Either system might work, but a flocking system will continue to work (and remain collision-free) even if there are rogue elements that don't follow the rules.
 — MaxwellBuchanan, Aug 10 2016

Problem is, you're asking a lot of the sensory mechanisms and their reaction times.
 — doctorremulac3, Aug 10 2016

 I interpreted this system to be integral to the drones, not something imposed on a dumb machine by a pilot. The drone knows path and would choose altitude accordingly. Audio communication with nearby drones would also be automatic and would work if the drones were not too crazy fast. Radio instead of audio would work for fast drones; still autonomous.

The problem would be rouge drones which declined to communicate with the commoners, and were also a very undroneish shade of red.
 — bungston, Aug 10 2016

 //you're asking a lot of the sensory mechanisms and their reaction times.//

Not so much. The sensors need only detect the distance to the nearest drone (or bird! This system will avoid birds too!) in each of six directions (up, down, left etc) - effectively a parking-radar, and surely easy enough to implement. The reaction time of the electronics will be negligible; the reaction time of the drone will be determined by its mass etc, but you can choose the range at which it decides to avoid another drone. This also means that big, slow drones can take avoiding action early, whilst smaller nimbler drones can be a bit more efficient by only dodging when it's really necessary.
 — MaxwellBuchanan, Aug 10 2016

I'm sure there are other solutions, this one is just the simplest, and I also left out that I think drones need to be hardened against RF interference. I'm assuming when the stuff hits the fan any RF control of these things goes out the window with jamming.
 — doctorremulac3, Aug 10 2016

 Both scenarios need to be tested for efficiency against one another in the 3Dunder dome!
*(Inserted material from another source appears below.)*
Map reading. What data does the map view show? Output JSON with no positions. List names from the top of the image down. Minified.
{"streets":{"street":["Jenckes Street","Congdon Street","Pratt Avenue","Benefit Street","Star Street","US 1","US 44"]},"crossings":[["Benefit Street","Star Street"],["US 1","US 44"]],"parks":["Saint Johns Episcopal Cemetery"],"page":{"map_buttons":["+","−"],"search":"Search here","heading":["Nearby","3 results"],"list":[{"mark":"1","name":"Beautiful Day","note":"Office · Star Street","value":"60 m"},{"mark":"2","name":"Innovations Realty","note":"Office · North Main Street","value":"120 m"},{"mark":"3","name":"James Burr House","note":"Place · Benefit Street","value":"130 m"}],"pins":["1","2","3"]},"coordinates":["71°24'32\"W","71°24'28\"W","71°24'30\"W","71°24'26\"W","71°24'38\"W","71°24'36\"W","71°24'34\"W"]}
Two plans enter... one plan leaves.
 — 2 fries shy of a happy meal, Aug 10 2016

Just thought of another big advantage of this system. No need for standardization. Anybody can make a drone that won't crash into others as long as it has a simple altimeter and compass and adheres to this flight rule. No communication between manufacturers of the drones is necessary at all. No updates would ever be necessary either. There's nothing to update.
 — doctorremulac3, Aug 11 2016

 While this would successfully achieve its stated objective, it would do so at the expense of most of the usefulness of drones. For tasks like mapping and urban tree inspection, drones need to be able to fly in specific directions at specific altitudes, combinations which likely don't coincide with your rule.

The guy who runs the RC Model Reviews YouTube channel is working (slowly—the government and the radio control association are obstructing him, apparently) on a passive radar sense-and-avoid system. I think that would work well with [MB]'s suggestion of bird-style collision avoidance.
 — notexactly, Aug 18 2016

 //over the Arctic Circle or the Gobi Desert, the paths are the same//

You may have some trouble crossing the Himalayas at 530 feet. Or Manhattan, for that matter.
 — pertinax, Apr 14 2021

 The heights would be customized to the area obviously. The relative height to direction ratio is what would be a standard.
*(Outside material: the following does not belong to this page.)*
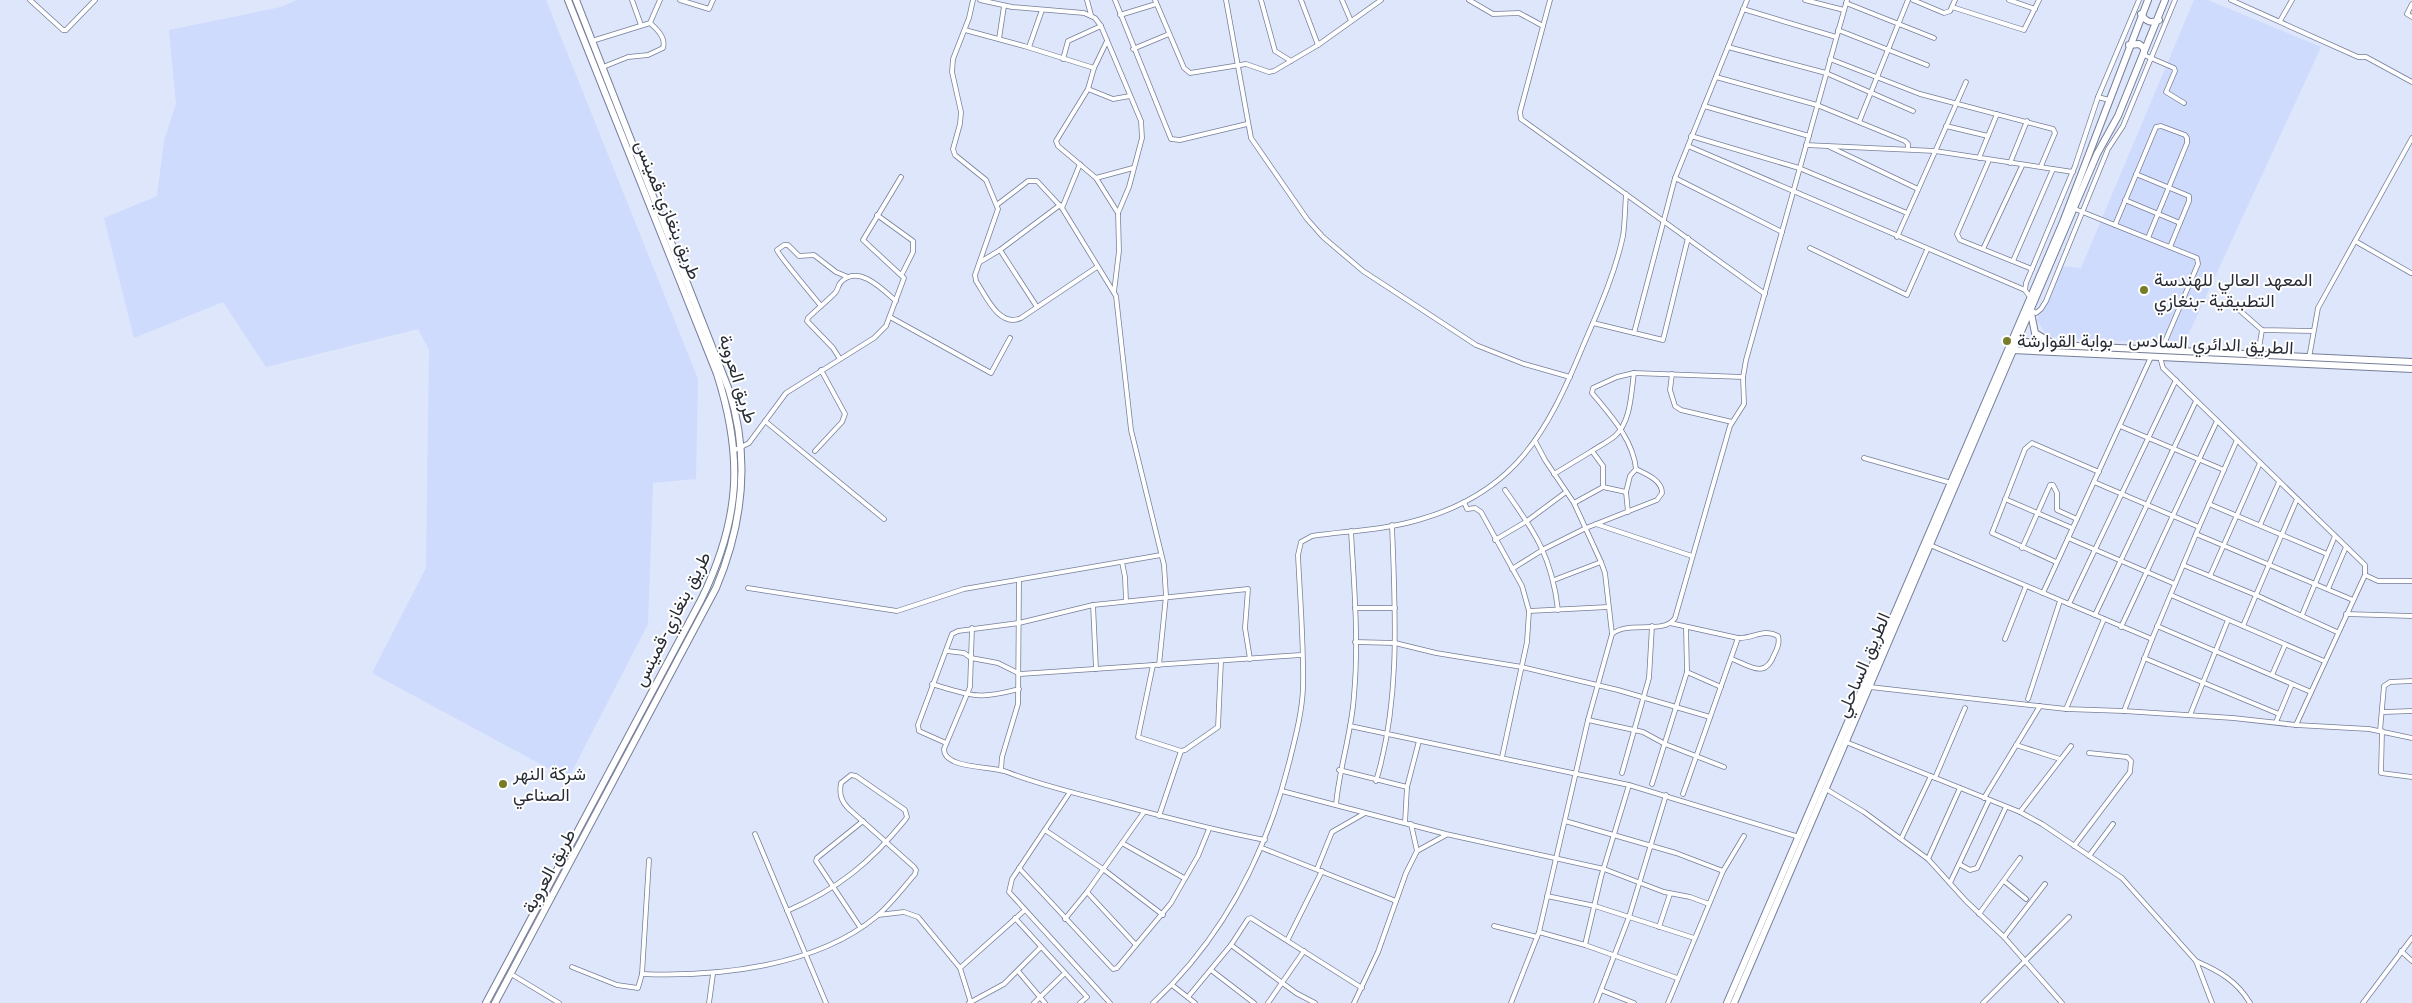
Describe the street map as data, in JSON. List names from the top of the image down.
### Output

 This is one I kind of wish I had patented because I'm predicting that this is how it'll be done when we get drone delivery for everything from mail to fast food. Right now the only thing really stopping that from happening is people assuming that hundreds of drones flying every which way over a city at any time would need a complicated, high tech, failure prone traffic management system which this makes unnecessary.

And think about this system compared to what we do now. A 2,000 pound vehicle being driven by a human to deliver a hamburger? We actually do this. Absurd.